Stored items
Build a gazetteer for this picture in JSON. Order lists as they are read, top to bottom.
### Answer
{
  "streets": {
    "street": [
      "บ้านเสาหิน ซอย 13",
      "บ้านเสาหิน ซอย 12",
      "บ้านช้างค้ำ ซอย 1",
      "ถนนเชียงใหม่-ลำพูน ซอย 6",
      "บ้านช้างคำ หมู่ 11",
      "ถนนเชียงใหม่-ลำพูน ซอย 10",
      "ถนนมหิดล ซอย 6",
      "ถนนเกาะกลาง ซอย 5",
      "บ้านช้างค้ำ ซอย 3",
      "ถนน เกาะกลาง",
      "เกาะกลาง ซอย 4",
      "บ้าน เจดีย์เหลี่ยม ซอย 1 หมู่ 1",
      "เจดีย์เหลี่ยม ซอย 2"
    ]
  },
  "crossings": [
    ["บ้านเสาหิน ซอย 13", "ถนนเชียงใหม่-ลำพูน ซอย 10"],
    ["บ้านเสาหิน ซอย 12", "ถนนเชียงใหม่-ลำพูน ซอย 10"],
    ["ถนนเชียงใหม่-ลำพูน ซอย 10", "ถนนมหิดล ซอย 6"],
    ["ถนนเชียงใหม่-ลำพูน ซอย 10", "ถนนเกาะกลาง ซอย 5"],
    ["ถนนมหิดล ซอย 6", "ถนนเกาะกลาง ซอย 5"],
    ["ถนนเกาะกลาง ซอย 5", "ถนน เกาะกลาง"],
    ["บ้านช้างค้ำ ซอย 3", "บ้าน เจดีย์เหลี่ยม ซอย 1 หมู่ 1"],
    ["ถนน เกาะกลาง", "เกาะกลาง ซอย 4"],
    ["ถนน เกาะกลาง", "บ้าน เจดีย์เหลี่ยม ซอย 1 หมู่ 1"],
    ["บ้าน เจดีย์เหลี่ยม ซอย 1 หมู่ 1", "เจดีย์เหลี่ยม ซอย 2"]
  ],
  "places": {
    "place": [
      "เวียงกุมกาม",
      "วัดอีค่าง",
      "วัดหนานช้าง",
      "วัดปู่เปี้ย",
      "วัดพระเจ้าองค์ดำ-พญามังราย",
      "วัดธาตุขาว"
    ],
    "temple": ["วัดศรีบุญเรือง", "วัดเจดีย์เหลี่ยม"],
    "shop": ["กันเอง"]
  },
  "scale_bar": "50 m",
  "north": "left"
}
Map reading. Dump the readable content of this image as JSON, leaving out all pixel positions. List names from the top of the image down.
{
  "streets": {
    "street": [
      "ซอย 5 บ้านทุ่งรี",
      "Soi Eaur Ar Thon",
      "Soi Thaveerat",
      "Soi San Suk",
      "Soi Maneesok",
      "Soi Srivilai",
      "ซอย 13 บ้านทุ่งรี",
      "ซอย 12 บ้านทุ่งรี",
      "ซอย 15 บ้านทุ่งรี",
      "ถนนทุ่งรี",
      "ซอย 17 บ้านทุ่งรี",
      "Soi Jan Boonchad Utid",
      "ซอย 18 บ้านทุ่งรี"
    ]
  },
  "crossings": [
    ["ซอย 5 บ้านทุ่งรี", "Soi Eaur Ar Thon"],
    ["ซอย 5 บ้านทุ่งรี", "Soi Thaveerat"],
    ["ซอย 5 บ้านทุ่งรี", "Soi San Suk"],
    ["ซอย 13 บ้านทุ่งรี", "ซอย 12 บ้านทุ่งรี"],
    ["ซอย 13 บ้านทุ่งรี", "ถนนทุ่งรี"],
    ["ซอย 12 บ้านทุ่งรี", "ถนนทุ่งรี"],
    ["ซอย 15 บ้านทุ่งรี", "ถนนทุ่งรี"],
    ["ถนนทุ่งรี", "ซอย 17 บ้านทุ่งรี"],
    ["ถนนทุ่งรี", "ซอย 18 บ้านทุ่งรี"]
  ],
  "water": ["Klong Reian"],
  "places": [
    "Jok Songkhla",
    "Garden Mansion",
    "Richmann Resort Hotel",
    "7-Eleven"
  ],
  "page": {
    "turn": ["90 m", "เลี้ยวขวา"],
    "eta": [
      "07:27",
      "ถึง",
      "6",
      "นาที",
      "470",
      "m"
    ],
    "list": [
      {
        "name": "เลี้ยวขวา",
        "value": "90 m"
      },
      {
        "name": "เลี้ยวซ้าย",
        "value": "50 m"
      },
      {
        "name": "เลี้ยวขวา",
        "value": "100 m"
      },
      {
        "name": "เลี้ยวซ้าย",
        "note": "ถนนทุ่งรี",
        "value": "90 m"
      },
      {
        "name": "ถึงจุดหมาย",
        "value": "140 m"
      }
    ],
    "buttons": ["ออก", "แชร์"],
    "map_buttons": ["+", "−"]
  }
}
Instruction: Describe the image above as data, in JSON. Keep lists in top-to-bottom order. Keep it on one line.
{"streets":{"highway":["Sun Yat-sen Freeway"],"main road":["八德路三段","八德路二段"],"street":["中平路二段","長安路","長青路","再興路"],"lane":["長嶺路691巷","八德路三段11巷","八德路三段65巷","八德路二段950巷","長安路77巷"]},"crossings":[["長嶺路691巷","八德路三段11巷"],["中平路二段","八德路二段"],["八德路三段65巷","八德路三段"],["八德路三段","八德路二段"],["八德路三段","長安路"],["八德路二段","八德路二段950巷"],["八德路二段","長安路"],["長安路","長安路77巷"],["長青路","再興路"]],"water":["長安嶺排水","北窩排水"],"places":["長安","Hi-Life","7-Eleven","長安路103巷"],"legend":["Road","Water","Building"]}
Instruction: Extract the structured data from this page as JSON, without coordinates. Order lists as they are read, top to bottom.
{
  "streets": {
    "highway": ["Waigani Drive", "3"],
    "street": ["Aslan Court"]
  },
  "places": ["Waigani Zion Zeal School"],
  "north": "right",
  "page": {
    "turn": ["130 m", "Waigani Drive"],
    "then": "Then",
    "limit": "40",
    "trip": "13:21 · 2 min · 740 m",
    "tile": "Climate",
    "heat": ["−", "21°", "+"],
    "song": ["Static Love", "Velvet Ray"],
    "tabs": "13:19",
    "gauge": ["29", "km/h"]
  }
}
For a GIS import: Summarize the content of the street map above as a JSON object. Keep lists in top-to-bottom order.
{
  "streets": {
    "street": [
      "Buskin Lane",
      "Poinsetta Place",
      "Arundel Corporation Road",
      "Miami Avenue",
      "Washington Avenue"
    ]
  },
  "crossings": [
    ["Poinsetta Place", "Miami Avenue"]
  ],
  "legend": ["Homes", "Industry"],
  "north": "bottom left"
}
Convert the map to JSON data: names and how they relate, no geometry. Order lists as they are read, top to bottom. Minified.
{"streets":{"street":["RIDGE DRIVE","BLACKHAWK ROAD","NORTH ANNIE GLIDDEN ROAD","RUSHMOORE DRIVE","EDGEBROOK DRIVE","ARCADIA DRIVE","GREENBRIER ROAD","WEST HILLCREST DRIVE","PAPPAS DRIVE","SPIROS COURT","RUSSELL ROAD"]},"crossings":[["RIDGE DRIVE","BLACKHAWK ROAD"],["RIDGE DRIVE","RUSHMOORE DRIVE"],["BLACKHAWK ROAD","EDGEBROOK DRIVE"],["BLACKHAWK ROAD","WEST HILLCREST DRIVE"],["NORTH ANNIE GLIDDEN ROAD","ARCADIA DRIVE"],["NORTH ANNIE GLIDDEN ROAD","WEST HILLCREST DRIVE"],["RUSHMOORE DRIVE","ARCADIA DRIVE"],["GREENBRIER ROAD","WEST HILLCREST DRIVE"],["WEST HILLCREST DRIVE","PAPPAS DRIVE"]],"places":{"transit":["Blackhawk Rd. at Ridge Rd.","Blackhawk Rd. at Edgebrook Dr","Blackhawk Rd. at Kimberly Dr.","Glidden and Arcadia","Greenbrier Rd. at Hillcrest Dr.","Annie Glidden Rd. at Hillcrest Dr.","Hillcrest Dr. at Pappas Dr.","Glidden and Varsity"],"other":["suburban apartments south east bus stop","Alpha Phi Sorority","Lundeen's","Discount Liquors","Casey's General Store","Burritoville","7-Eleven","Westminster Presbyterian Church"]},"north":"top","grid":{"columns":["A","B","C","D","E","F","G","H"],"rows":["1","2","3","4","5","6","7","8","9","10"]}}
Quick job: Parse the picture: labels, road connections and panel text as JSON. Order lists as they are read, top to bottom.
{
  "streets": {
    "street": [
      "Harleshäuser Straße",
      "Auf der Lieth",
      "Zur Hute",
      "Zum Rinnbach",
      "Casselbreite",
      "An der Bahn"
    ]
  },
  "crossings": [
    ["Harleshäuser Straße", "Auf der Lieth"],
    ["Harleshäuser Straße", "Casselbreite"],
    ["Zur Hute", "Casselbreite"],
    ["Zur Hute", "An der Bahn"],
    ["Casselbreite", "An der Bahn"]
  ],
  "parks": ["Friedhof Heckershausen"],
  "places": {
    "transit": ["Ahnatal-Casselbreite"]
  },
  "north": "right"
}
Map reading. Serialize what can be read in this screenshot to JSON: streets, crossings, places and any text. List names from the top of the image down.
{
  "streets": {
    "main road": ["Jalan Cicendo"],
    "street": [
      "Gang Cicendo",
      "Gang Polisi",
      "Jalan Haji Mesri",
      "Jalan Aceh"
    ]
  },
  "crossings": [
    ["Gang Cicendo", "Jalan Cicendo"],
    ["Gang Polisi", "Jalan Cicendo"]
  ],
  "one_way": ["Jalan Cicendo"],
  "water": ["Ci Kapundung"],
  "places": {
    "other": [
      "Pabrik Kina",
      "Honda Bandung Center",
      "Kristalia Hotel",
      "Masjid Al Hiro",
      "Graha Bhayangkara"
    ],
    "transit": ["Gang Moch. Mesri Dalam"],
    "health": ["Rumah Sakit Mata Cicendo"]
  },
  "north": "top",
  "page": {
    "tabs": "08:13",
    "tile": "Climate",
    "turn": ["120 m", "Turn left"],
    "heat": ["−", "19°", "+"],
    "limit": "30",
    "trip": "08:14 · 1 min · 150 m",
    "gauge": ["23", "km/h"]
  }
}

__PROBLEM__.
Your answer should hold every line of the entries that contains the string "ถนนเช".

__WRITTEN SOLUTION__.
      "ถนนเชียงใหม่-ลำพูน ซอย 6",
      "ถนนเชียงใหม่-ลำพูน ซอย 10",
    ["บ้านเสาหิน ซอย 13", "ถนนเชียงใหม่-ลำพูน ซอย 10"],
    ["บ้านเสาหิน ซอย 12", "ถนนเชียงใหม่-ลำพูน ซอย 10"],
    ["ถนนเชียงใหม่-ลำพูน ซอย 10", "ถนนมหิดล ซอย 6"],
    ["ถนนเชียงใหม่-ลำพูน ซอย 10", "ถนนเกาะกลาง ซอย 5"],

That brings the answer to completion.